**Try it:** Please copy each line of the data that includes the string "sizing".

(Extracted records)
________________________
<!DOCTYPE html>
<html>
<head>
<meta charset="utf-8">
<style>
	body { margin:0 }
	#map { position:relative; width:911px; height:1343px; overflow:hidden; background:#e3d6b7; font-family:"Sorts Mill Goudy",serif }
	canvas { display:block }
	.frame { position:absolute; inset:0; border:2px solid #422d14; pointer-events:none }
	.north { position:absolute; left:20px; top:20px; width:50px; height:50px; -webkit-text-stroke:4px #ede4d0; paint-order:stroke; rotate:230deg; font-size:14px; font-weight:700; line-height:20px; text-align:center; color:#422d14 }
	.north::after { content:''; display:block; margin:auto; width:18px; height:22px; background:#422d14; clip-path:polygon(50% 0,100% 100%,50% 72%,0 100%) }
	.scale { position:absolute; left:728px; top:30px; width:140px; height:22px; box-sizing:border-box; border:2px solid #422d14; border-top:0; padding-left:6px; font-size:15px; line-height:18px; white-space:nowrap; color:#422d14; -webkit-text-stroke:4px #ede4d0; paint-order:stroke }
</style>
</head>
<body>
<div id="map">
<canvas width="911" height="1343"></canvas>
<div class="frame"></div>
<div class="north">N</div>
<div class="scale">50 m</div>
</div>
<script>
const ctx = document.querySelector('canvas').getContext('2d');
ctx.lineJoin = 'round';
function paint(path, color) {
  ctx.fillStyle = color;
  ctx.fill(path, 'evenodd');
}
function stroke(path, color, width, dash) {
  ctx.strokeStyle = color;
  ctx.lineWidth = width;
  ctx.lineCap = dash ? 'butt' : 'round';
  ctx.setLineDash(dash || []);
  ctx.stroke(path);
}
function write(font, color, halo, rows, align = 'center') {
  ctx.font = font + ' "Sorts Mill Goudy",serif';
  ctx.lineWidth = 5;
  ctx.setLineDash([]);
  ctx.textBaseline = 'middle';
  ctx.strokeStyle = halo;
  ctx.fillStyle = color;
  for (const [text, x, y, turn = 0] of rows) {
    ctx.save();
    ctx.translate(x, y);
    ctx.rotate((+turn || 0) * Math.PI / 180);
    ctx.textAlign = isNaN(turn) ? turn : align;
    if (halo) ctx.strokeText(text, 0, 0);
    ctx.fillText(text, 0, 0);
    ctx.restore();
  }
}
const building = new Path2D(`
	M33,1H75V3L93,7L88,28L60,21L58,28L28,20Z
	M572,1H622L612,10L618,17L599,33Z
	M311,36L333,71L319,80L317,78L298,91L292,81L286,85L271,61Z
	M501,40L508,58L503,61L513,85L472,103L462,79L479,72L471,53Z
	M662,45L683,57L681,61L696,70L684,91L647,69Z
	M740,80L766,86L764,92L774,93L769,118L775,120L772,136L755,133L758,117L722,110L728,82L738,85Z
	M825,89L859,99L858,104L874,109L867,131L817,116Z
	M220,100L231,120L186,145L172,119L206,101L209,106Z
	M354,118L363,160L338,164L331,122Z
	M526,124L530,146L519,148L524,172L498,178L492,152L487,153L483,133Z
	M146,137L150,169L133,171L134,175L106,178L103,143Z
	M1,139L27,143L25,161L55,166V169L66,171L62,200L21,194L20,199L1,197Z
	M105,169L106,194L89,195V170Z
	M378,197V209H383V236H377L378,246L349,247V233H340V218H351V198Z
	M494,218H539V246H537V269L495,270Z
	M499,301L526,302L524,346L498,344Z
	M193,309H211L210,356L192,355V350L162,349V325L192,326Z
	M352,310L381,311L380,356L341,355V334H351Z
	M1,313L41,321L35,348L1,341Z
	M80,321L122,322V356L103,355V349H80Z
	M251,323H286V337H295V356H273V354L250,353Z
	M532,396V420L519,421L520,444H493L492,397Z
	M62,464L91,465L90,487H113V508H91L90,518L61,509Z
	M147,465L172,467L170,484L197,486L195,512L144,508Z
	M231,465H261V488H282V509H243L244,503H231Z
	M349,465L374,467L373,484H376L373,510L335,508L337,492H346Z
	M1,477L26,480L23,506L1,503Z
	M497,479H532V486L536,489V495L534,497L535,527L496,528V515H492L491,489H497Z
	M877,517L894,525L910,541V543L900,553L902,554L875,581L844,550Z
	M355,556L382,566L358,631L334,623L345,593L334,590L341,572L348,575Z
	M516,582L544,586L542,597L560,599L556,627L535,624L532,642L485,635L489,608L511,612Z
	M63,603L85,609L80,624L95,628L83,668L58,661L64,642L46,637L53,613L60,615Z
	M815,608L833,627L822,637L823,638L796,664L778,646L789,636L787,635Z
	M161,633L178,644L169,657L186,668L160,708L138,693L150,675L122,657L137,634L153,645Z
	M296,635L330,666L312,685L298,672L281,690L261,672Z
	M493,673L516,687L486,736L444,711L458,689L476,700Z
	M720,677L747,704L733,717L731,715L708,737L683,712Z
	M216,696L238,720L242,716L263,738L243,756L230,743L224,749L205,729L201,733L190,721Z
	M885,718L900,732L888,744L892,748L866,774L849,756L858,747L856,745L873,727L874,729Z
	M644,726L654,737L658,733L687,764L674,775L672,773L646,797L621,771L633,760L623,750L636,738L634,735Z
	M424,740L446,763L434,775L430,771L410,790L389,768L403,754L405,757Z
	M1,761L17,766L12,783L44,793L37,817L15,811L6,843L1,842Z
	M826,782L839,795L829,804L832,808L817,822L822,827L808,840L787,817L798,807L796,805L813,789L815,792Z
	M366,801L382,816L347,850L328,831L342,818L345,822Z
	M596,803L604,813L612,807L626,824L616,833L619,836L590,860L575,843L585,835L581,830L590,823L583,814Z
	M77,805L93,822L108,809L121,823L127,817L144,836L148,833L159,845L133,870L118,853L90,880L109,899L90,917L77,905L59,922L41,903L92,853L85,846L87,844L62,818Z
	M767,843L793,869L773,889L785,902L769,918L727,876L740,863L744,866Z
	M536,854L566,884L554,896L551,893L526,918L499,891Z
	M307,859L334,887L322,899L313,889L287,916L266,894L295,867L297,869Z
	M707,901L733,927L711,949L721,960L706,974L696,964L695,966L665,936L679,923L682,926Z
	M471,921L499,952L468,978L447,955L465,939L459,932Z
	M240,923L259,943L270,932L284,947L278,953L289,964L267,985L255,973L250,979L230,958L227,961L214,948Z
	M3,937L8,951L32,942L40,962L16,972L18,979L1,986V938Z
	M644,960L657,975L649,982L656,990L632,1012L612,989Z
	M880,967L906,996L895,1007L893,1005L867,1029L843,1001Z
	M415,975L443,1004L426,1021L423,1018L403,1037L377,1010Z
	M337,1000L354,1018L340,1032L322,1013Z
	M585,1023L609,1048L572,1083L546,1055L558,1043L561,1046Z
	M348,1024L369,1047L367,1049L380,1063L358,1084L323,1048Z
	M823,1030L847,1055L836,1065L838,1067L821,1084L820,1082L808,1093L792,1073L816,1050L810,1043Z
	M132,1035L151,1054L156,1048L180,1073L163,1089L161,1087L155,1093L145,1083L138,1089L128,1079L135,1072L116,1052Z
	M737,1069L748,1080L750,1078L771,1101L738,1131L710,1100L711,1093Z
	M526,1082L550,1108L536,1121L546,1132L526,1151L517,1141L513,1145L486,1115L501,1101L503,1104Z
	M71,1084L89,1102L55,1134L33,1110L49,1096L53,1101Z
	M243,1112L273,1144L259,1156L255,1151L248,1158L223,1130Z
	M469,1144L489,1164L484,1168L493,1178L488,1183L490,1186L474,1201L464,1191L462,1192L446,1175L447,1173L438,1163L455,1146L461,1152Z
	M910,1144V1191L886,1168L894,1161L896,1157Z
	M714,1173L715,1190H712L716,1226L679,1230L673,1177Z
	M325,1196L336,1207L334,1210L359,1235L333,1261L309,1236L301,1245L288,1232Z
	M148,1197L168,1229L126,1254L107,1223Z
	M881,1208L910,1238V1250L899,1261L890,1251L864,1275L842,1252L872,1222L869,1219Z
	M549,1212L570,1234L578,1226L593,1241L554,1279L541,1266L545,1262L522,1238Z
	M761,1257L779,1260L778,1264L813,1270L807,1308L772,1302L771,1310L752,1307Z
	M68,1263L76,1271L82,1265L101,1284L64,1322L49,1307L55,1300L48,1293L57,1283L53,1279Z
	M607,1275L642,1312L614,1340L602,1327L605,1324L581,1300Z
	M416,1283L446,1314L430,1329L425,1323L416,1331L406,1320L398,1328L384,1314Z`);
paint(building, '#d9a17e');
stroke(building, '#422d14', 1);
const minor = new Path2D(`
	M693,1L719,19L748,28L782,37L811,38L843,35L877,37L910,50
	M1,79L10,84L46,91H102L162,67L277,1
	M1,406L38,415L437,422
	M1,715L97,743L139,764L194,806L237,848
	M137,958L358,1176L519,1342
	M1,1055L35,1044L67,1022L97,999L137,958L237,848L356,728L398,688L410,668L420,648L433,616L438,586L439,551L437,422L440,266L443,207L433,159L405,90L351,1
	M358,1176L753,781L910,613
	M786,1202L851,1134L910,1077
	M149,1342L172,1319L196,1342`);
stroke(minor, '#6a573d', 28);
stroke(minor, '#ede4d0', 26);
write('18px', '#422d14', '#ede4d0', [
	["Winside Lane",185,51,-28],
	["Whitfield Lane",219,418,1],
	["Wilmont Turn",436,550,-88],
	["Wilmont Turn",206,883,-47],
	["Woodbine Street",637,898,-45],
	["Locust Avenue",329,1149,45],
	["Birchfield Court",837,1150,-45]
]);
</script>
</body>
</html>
________________________
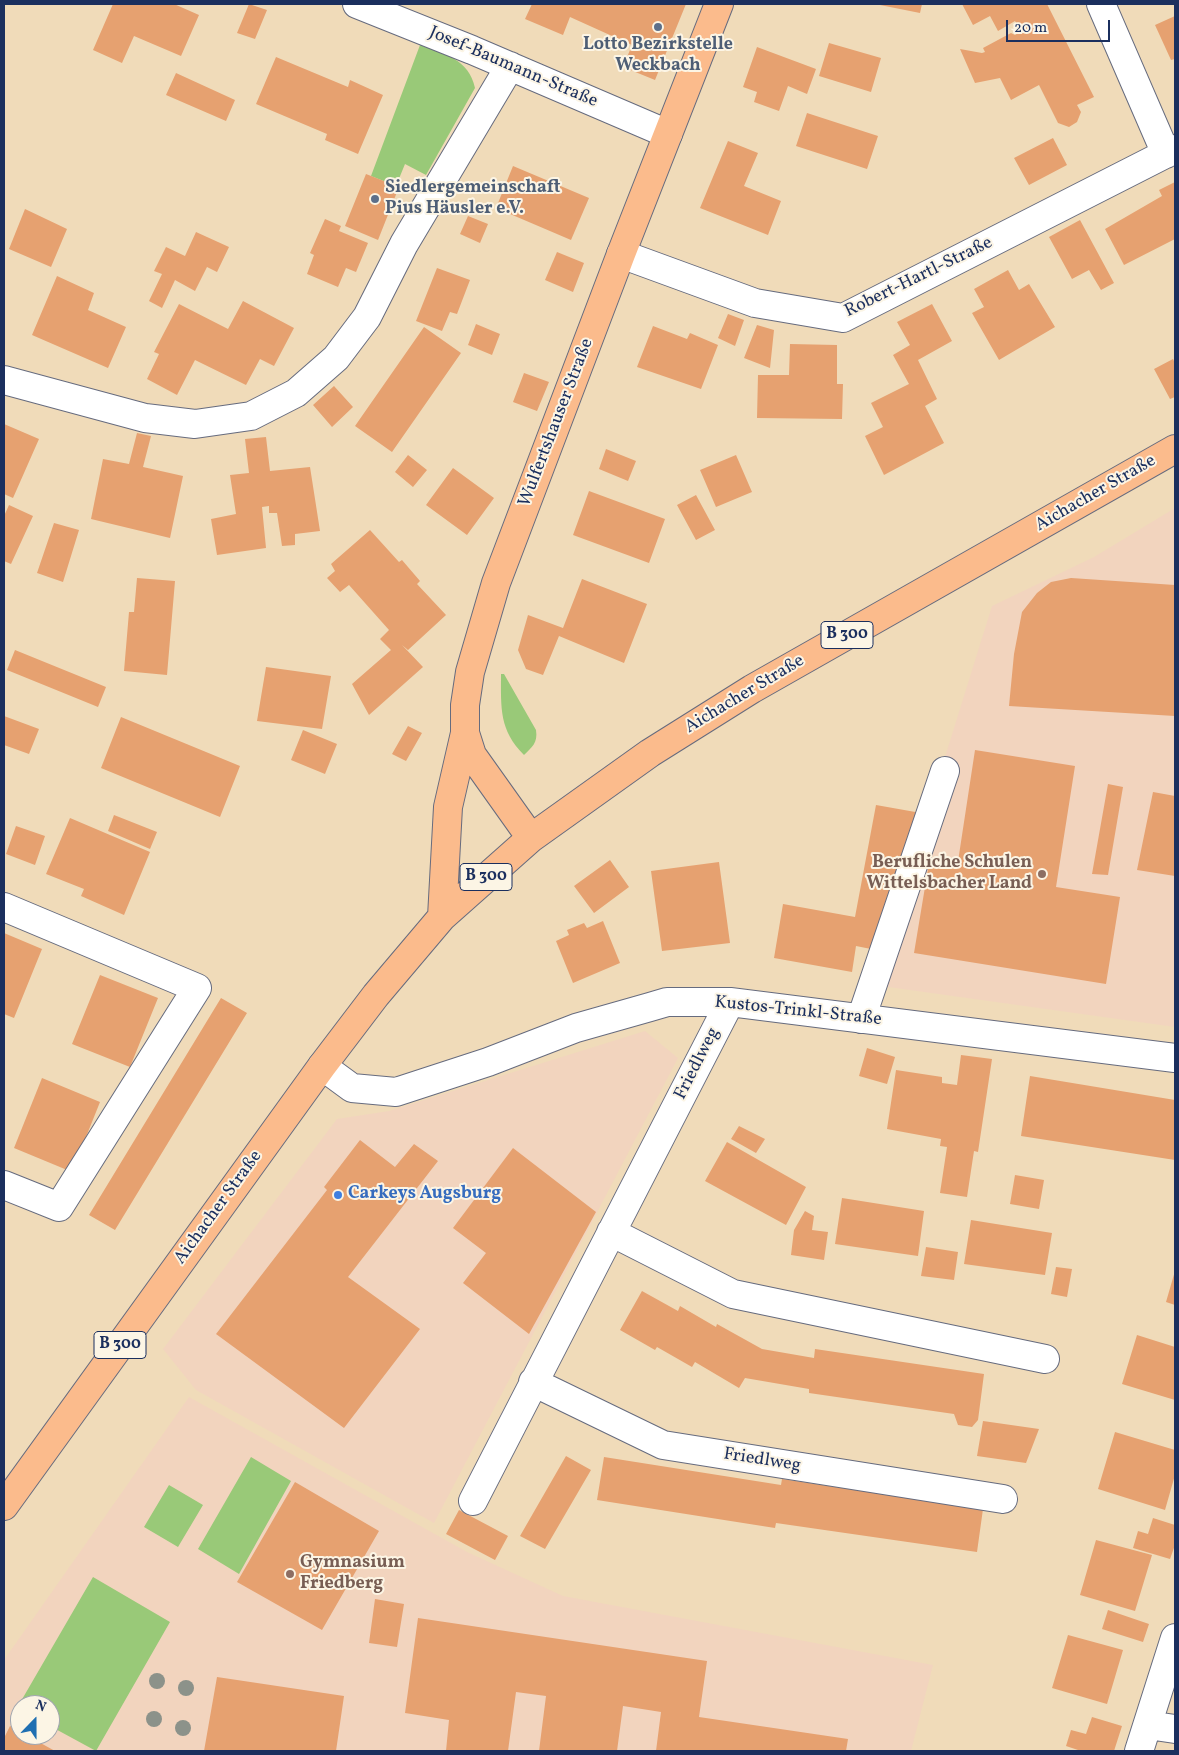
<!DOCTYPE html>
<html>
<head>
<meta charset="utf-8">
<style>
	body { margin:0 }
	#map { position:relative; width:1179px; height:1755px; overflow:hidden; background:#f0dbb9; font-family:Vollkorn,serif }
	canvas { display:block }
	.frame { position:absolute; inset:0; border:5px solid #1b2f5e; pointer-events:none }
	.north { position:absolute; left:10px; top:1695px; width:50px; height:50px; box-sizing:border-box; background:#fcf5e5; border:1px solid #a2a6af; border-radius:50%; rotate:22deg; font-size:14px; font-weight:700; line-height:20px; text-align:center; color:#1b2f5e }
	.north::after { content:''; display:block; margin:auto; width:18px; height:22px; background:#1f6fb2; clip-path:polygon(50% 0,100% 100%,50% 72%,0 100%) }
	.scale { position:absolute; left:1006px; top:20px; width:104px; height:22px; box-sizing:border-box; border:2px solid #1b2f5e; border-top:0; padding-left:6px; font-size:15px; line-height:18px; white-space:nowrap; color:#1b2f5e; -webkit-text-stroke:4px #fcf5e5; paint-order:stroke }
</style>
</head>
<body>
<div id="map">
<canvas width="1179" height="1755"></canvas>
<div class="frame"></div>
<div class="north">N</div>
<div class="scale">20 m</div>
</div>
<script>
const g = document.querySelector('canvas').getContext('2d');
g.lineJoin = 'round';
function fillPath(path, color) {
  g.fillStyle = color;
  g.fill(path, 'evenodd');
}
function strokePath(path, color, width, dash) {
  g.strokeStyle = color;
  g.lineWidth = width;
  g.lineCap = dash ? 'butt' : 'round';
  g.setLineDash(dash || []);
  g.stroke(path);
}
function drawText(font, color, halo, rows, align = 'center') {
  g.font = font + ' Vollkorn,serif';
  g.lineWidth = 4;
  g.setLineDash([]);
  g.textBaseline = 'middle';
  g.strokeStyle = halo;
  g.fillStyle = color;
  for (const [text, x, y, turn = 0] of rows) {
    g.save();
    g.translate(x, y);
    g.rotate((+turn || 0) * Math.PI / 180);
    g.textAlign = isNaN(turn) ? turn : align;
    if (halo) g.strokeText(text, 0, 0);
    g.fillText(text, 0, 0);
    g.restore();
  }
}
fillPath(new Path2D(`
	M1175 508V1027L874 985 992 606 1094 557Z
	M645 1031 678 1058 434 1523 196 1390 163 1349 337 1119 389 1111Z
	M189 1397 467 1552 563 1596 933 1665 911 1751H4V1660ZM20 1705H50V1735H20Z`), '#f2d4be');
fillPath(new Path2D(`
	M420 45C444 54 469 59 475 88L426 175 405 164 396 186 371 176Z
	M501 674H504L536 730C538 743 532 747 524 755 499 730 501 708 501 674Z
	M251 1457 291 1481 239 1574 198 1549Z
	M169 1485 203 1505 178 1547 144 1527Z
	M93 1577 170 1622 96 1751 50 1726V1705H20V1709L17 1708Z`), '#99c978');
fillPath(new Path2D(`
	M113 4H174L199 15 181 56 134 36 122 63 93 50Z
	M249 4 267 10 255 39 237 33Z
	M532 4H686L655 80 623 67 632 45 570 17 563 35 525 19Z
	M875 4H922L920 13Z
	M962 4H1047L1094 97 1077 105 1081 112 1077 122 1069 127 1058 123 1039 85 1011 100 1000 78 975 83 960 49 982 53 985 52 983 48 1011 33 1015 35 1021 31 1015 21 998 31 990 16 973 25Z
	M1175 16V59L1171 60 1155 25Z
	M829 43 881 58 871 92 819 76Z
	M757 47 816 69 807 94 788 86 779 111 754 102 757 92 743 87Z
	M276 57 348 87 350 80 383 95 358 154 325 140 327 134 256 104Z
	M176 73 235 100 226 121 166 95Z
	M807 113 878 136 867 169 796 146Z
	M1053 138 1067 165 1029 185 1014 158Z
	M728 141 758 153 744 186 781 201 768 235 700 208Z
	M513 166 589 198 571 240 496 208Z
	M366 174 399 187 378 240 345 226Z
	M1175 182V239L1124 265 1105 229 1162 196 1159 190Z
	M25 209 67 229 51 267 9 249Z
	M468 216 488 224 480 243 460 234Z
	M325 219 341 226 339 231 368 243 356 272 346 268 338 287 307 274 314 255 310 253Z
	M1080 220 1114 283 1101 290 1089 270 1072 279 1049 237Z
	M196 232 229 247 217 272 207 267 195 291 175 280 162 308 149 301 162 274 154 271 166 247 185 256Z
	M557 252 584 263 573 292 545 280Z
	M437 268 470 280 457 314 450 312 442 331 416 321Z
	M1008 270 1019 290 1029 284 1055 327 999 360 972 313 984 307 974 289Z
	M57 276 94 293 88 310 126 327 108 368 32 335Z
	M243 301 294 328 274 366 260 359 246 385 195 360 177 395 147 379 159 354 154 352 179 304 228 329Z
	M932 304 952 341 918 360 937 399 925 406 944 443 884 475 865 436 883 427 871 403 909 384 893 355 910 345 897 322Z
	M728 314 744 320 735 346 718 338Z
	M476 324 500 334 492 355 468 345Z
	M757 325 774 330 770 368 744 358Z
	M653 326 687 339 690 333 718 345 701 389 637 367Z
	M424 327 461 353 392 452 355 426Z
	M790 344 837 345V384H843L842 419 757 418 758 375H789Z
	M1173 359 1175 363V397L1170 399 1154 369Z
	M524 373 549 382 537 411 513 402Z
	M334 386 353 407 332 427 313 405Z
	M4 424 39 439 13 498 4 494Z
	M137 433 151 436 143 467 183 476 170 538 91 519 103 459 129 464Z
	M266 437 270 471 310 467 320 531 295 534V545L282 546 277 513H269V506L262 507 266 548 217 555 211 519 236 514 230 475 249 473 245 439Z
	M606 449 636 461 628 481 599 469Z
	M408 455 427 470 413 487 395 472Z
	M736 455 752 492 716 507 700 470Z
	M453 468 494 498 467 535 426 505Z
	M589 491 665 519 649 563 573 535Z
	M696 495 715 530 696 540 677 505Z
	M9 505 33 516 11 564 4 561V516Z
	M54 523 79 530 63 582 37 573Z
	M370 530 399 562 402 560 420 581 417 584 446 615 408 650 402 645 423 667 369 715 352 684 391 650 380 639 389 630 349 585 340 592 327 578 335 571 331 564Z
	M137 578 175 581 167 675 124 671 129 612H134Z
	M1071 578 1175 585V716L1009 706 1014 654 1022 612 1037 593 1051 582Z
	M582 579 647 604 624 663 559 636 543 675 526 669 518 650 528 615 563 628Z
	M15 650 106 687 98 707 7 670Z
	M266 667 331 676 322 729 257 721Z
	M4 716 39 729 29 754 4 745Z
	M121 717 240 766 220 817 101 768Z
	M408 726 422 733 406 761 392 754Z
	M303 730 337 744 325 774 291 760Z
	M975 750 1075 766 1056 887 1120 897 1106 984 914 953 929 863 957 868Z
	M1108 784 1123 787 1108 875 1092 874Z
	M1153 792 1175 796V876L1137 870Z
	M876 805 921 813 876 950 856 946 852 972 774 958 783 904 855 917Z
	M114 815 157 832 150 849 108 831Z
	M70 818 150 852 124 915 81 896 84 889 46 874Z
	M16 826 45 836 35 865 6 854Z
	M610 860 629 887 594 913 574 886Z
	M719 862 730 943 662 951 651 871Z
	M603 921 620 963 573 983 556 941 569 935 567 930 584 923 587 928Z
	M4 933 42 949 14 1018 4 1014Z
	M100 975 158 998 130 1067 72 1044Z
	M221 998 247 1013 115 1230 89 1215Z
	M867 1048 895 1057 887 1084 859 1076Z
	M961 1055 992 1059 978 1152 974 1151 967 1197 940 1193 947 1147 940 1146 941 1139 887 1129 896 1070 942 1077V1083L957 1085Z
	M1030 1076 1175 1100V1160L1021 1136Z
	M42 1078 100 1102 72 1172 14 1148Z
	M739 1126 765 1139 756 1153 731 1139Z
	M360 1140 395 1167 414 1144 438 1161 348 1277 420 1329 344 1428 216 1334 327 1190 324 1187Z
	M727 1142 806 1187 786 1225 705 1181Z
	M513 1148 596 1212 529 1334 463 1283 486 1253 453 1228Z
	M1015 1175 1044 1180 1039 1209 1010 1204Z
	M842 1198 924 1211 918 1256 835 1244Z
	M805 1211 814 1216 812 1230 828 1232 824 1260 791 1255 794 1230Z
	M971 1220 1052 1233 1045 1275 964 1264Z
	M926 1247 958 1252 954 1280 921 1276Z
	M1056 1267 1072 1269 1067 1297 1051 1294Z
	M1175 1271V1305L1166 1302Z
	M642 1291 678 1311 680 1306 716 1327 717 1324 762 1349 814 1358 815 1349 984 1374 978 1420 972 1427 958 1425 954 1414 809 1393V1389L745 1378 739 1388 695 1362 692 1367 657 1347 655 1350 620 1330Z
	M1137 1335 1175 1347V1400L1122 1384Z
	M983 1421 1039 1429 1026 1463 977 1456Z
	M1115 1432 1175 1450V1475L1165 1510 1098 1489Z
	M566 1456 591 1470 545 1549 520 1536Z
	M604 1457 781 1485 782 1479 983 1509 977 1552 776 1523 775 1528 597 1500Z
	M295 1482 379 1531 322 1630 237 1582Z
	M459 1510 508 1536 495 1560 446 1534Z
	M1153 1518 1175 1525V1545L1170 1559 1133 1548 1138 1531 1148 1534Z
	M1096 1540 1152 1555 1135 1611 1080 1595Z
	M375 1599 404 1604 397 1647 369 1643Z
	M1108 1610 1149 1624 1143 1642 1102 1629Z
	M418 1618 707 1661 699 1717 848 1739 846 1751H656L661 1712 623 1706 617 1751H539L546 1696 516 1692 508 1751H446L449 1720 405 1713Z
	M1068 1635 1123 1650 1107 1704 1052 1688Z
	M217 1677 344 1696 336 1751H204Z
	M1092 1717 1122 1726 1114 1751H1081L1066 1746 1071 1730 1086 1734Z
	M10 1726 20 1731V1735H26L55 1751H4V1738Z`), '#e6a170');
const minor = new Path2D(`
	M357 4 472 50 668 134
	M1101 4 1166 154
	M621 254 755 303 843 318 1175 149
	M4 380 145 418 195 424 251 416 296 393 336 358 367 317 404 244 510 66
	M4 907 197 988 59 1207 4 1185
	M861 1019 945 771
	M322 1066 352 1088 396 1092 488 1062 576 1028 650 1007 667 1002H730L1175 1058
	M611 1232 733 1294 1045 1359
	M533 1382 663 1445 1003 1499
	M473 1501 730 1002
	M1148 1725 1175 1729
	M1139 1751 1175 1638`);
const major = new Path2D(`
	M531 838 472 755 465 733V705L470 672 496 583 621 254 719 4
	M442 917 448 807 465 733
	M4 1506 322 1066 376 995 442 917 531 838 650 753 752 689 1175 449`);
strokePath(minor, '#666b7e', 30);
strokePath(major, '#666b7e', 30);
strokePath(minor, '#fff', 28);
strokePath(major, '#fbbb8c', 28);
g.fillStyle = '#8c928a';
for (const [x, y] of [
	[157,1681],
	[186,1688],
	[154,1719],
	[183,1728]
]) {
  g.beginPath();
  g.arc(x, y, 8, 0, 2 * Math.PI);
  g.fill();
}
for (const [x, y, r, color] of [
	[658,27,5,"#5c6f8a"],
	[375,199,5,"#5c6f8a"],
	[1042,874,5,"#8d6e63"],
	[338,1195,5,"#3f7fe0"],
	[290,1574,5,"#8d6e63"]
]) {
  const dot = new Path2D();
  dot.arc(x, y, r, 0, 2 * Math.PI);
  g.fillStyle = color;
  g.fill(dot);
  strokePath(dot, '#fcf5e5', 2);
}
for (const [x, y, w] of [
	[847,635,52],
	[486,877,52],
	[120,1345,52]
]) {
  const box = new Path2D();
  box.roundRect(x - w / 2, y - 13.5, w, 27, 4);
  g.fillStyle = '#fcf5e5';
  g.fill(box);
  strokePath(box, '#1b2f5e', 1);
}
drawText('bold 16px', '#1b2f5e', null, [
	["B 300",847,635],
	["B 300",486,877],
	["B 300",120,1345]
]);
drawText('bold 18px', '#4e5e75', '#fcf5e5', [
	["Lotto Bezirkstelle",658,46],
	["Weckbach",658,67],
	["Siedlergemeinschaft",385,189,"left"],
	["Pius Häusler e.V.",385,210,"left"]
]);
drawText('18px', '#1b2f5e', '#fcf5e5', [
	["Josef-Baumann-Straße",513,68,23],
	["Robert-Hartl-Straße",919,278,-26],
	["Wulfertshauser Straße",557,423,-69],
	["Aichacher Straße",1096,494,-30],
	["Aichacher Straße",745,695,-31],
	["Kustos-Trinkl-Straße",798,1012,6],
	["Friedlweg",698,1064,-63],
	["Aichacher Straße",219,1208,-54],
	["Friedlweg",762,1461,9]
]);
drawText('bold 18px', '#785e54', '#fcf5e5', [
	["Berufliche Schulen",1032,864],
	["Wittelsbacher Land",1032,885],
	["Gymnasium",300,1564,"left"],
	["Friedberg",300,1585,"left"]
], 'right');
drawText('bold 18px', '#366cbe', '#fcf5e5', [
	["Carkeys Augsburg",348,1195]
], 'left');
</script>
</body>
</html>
________________________
**Written answer:**
	.scale { position:absolute; left:728px; top:30px; width:140px; height:22px; box-sizing:border-box; border:2px solid #422d14; border-top:0; padding-left:6px; font-size:15px; line-height:18px; white-space:nowrap; color:#422d14; -webkit-text-stroke:4px #ede4d0; paint-order:stroke }
	.north { position:absolute; left:10px; top:1695px; width:50px; height:50px; box-sizing:border-box; background:#fcf5e5; border:1px solid #a2a6af; border-radius:50%; rotate:22deg; font-size:14px; font-weight:700; line-height:20px; text-align:center; color:#1b2f5e }
	.scale { position:absolute; left:1006px; top:20px; width:104px; height:22px; box-sizing:border-box; border:2px solid #1b2f5e; border-top:0; padding-left:6px; font-size:15px; line-height:18px; white-space:nowrap; color:#1b2f5e; -webkit-text-stroke:4px #fcf5e5; paint-order:stroke }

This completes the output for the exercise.